Yahoo doesn’t have to become iWon / Lycos
9 02 2006Oi… it’s iWon all over again… I like the suggestion from Bubble Generation:
Don’t pay people to use search–pay people to help improve Yahoo search. Give anyone a tiny micropayment for a tiny contribution to Y search. Leverage the massively distributed specialization of the edge to improve/filter/rank results.
Don’t know that micropayments is the right vehicle for motivation, nor necessarily that social tagging is the right answer here on the algorithms side, (though it definitely does have merit), but they’re definitely onto something solid about using the Yahoo userbase much more actively, (as I used to use mine at ATW many years ago, all made even more disappointing since Yahoo Search is an ATW derivative).
The short answer really is that Yahoo doesn’t need to offer any more incentive than actually really working with and then delivering ideas from their customers on how to make their individual search occasions more relevant to them. Think about how much it’s worth, (in prestige, and, for many, actually in cash) to be listed on a “Top 500 Contributors to Yahoo Search” for the Month / Year. Forget about giving them $1 per 100 searches or a bonus 5000 frequent flyer miles, (whoo-hoo!) or, even better yet, taking the whole iWon playbook and providing entries to a weekly drawing for $1M.

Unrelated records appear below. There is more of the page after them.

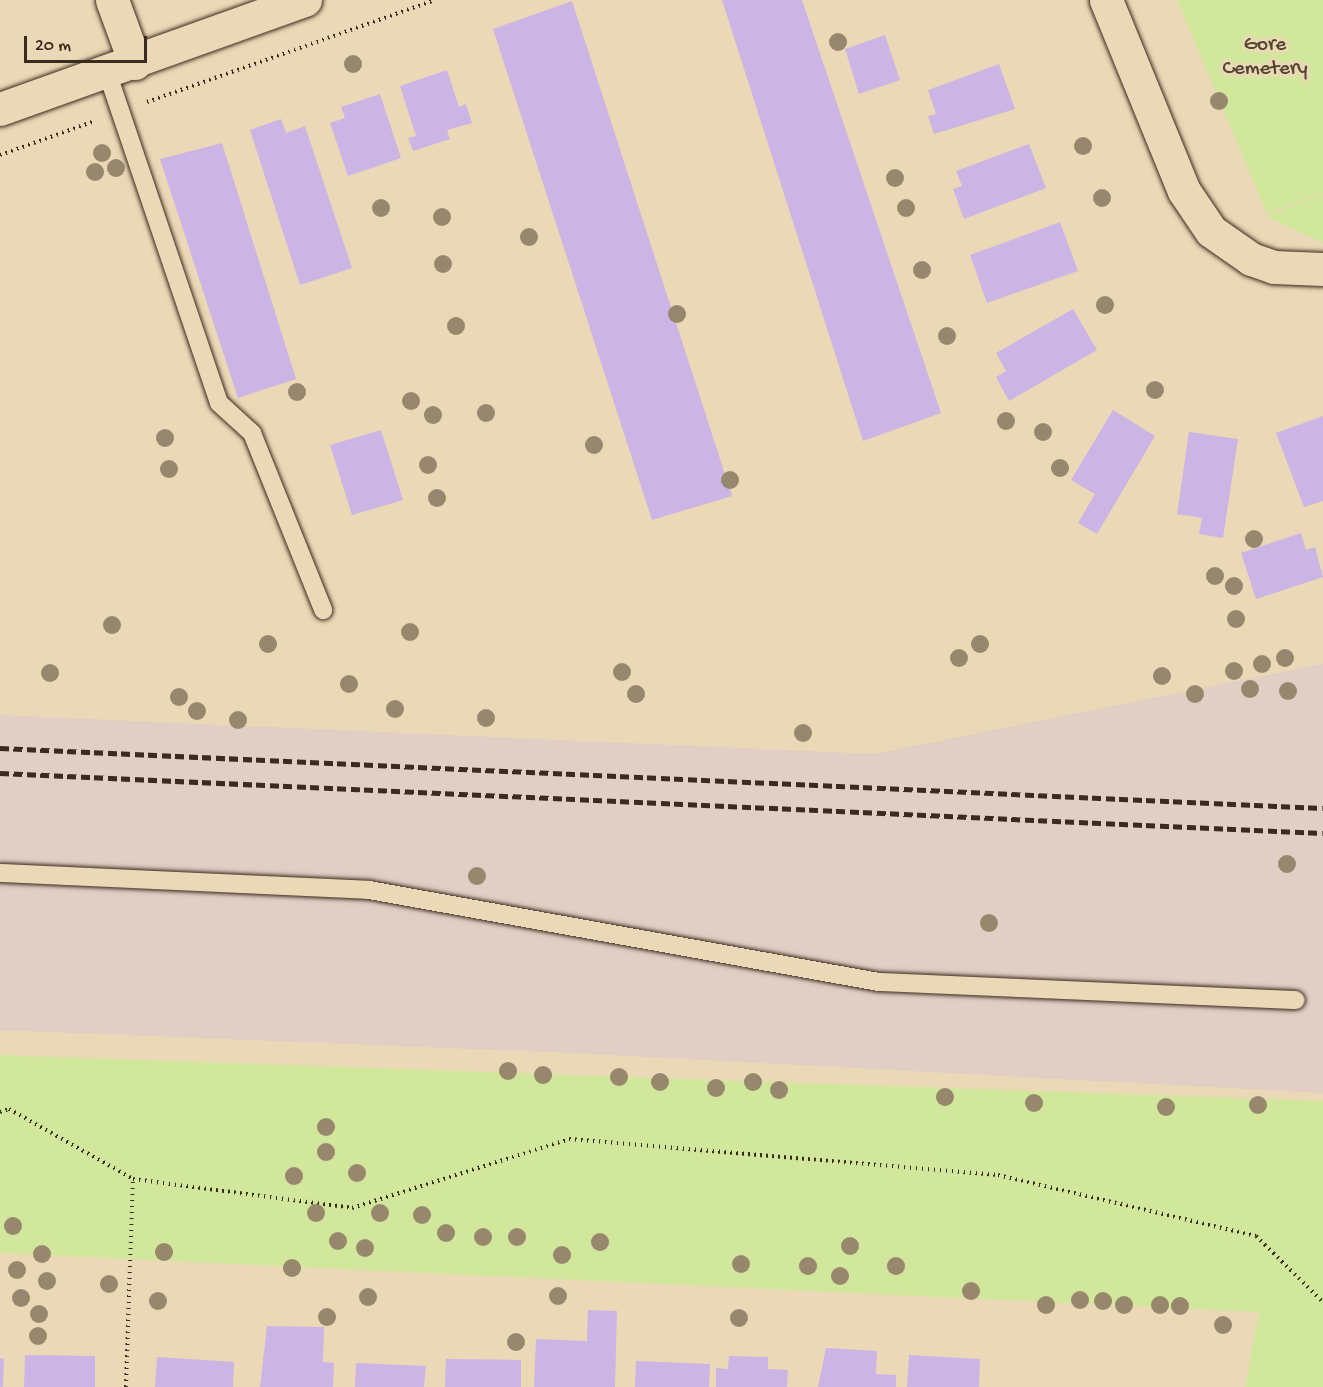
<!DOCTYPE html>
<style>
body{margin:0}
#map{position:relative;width:1323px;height:1387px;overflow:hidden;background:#ebd8b6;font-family:"Gochi Hand",sans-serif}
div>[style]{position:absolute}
.built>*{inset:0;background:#e1cec4}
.green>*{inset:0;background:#d1e79c}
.building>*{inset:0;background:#cab5e5}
.path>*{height:4px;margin-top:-2px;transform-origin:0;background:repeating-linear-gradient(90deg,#3b2a1e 0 1.5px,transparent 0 6px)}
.roads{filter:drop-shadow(0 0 2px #3b2a1e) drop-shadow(0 0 2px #3b2a1e)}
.service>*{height:18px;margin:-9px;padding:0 9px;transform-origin:9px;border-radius:9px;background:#ebd8b6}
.minor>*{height:33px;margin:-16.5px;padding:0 16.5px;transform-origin:16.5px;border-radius:16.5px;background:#ebd8b6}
.secondary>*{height:33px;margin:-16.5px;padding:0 16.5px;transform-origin:16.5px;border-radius:16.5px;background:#ebd8b6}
.rail>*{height:4.5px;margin-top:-2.25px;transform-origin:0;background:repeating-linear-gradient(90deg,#3b2a1e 0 9px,transparent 0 13.5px)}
.trees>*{width:18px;height:18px;margin:-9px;border-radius:50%;background:#97886d}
span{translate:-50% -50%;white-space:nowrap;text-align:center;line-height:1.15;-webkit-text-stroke:6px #ebd8b6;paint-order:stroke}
.park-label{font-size:21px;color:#524631}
.scale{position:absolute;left:24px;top:36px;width:123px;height:27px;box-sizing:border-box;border:3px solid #3b2a1e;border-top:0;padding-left:8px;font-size:18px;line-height:21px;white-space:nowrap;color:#3b2a1e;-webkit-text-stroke:4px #ebd8b6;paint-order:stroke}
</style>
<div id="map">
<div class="built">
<div style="clip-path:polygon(1323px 664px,1323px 1093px,573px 1053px,0 1030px,0 715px,874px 754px)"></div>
</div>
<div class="green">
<div style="clip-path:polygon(1177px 0,1323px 0,1323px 192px,1267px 214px)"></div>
<div style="clip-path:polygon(1323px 193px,1323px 243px,1266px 216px,1267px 216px)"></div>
<div style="clip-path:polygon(0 1055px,1323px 1101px,1323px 1387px,1245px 1387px,1259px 1312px,0 1253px)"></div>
</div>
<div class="building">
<div style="clip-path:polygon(722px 0,802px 0,941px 413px,863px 441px)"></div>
<div style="clip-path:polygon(572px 1px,732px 496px,652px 520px,493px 29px)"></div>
<div style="clip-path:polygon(885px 35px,900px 80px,859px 94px,845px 49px)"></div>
<div style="clip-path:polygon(999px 64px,1015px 109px,934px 134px,928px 116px,936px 114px,928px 90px)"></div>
<div style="clip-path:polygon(447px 70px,459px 107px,466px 104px,472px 123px,447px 130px,450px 139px,413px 151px,408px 138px,416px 136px,400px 86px)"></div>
<div style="clip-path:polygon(380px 94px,401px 158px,348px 176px,330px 123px,345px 118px,341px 107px)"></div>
<div style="clip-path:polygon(281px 119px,286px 133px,305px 126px,352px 268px,300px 285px,250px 130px)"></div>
<div style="clip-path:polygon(222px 143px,296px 379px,238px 398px,160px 159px)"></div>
<div style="clip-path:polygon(1029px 144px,1046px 188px,964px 219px,953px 189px,962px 186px,956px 171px)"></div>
<div style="clip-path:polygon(1060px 222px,1078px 271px,987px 303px,970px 255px)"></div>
<div style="clip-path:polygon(1073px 309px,1097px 350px,1009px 401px,996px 377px,1006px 371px,996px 353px)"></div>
<div style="clip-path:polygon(1113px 410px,1155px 436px,1097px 534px,1078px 523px,1095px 494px,1071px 480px)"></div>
<div style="clip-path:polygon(1323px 416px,1323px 501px,1304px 507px,1276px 433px)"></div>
<div style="clip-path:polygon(381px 430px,403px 500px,352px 515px,330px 445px)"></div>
<div style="clip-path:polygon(1189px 432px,1238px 439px,1223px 538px,1199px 534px,1202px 518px,1177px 514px)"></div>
<div style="clip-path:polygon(1301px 533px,1306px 550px,1315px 547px,1323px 577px,1256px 599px,1241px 553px)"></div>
<div style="clip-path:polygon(588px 1310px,617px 1311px,615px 1387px,534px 1387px,536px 1339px,587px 1341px)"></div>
<div style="clip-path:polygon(267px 1326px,324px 1327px,323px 1362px,334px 1363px,333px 1387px,260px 1387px)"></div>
<div style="clip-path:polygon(826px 1348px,877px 1351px,876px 1374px,896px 1375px,896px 1387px,818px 1387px)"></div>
<div style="clip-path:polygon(25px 1355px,95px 1356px,95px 1387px,24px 1387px)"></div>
<div style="clip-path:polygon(909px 1355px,980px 1359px,979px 1387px,907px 1387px)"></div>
<div style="clip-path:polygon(729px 1356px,768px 1357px,768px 1369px,788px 1370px,787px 1387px,716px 1387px,716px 1368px,728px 1369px)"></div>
<div style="clip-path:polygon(157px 1357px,234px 1362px,233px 1387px,155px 1387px)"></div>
<div style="clip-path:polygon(0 1358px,4px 1359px,3px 1387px,0 1387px)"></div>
<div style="clip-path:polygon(446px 1359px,521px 1360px,521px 1387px,445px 1387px)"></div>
<div style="clip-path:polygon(636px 1361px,710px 1364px,709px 1387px,635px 1387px)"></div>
<div style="clip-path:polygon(356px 1363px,426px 1366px,424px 1387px,355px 1387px)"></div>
</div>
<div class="path">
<div style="left:147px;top:102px;width:306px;rotate:-19.5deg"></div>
<div style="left:0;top:155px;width:98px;rotate:-19.7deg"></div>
<div style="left:0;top:1112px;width:9px;rotate:-18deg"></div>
<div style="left:9px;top:1109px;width:142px;rotate:29.4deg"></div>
<div style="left:133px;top:1179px;width:221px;rotate:7.5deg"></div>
<div style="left:352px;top:1208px;width:228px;rotate:-17.6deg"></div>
<div style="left:569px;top:1139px;width:431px;rotate:4.8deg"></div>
<div style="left:998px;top:1175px;width:265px;rotate:13.3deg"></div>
<div style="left:1256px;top:1236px;width:94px;rotate:44.6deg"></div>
<div style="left:126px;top:1387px;width:208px;rotate:-88.1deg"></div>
</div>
<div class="roads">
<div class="service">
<div style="left:107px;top:72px;width:349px;rotate:71.3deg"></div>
<div style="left:219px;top:403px;width:45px;rotate:42.3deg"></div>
<div style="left:252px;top:433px;width:191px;rotate:68.1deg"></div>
<div style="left:0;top:873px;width:369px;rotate:2.6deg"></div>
<div style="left:369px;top:890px;width:518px;rotate:10.23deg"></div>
<div style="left:879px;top:982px;width:417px;rotate:2.5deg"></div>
</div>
<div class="minor">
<div style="left:112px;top:0;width:67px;rotate:69.9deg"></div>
<div style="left:1106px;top:0;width:206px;rotate:67.8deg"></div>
<div style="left:1184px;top:191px;width:48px;rotate:56deg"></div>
<div style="left:1211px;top:231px;width:49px;rotate:35deg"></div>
<div style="left:1251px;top:259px;width:24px;rotate:19deg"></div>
<div style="left:1274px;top:267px;width:49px;rotate:2.3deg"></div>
</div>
<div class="secondary">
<div style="left:0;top:109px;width:324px;rotate:-19.7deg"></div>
</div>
</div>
<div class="rail">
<div style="left:0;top:748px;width:1324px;rotate:2.6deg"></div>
<div style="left:0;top:773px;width:1324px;rotate:2.6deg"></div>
</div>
<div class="trees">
<div style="left:838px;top:42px"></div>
<div style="left:353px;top:64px"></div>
<div style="left:1219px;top:101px"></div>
<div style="left:1083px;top:146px"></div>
<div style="left:102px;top:153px"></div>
<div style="left:116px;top:168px"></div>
<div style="left:95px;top:172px"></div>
<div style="left:895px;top:178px"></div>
<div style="left:1102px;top:198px"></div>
<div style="left:381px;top:208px"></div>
<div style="left:906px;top:208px"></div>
<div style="left:442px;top:217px"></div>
<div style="left:529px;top:237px"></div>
<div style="left:443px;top:264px"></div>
<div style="left:922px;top:270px"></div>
<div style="left:1105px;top:305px"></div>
<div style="left:677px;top:314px"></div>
<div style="left:456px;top:326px"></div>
<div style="left:947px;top:336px"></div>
<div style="left:1155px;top:390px"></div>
<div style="left:297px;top:392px"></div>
<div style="left:411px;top:401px"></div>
<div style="left:486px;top:413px"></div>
<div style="left:433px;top:415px"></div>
<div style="left:1006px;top:421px"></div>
<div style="left:1043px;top:432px"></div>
<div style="left:165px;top:438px"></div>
<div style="left:594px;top:445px"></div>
<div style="left:428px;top:465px"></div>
<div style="left:1060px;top:468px"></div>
<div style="left:169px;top:469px"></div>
<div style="left:730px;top:480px"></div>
<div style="left:437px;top:498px"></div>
<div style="left:1254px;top:539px"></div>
<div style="left:1215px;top:576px"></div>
<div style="left:1234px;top:586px"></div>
<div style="left:1236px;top:619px"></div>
<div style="left:112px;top:625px"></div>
<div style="left:410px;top:632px"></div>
<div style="left:268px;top:644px"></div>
<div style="left:980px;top:644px"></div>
<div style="left:959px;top:658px"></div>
<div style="left:1285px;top:658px"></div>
<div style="left:1262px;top:664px"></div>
<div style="left:1234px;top:671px"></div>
<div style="left:622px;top:672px"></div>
<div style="left:50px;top:673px"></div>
<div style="left:1162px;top:676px"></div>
<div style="left:349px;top:684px"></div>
<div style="left:1250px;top:689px"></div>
<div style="left:1288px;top:691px"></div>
<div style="left:636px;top:694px"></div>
<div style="left:1195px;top:694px"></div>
<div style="left:179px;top:697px"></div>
<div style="left:395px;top:709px"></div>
<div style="left:197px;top:711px"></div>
<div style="left:486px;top:718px"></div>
<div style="left:238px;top:720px"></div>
<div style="left:803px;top:733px"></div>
<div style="left:1287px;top:864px"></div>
<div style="left:477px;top:876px"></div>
<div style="left:989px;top:923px"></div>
<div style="left:508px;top:1071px"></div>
<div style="left:543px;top:1075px"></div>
<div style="left:619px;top:1077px"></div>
<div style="left:660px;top:1082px"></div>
<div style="left:753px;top:1082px"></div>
<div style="left:716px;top:1088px"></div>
<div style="left:779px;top:1090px"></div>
<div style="left:945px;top:1097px"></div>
<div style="left:1034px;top:1103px"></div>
<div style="left:1258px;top:1105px"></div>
<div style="left:1166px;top:1107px"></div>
<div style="left:326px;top:1127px"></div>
<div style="left:326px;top:1152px"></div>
<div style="left:357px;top:1173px"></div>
<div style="left:294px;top:1176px"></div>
<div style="left:316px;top:1213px"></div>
<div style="left:380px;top:1213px"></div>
<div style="left:422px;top:1215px"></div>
<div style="left:13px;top:1226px"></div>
<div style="left:446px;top:1233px"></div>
<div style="left:483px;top:1237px"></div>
<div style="left:517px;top:1237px"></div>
<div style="left:338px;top:1241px"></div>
<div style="left:600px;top:1242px"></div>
<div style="left:850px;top:1246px"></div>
<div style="left:365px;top:1248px"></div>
<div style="left:164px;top:1252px"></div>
<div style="left:42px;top:1254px"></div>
<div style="left:562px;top:1255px"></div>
<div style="left:741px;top:1264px"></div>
<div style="left:808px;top:1266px"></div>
<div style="left:896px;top:1266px"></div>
<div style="left:292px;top:1268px"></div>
<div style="left:17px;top:1270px"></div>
<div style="left:840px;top:1276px"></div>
<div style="left:47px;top:1281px"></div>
<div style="left:109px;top:1284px"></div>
<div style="left:971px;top:1291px"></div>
<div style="left:558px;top:1296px"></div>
<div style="left:368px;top:1297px"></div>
<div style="left:21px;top:1298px"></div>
<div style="left:1080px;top:1300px"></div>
<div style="left:158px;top:1301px"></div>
<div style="left:1103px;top:1301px"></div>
<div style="left:1046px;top:1305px"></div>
<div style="left:1124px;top:1305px"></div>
<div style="left:1160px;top:1305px"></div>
<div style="left:1180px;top:1306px"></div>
<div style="left:39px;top:1314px"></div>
<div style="left:327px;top:1317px"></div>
<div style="left:739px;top:1318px"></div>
<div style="left:1223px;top:1325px"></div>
<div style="left:38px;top:1336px"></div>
<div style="left:516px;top:1342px"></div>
</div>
<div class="park-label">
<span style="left:1265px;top:58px">Gore<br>Cemetery</span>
</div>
<div class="scale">20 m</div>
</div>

Give folks the ability to contribute, (ideas, code snippets, heck, whole add-on search-based products that Yahoo could then endorse and promote to the benefit of both that person and Yahoo) and then the ability to point to a Yahoo URL that says “Joe helped us blah, which resulted in one of the most used Yahoo apps in the last year” and if you don’t think that’ll be a huge catalyst for increasing interest / loyalty / positive press, etc., you’re smoking something!
And as to how to work through the tremendous number of thoughts / random brainstorms / add-on products, etc., guess what - Yahoo has a couple of social tagging assets it’s picked up recently. Since they’re trying to raise interest / engagement, etc. amongst the masses, the masses seem a good place to start!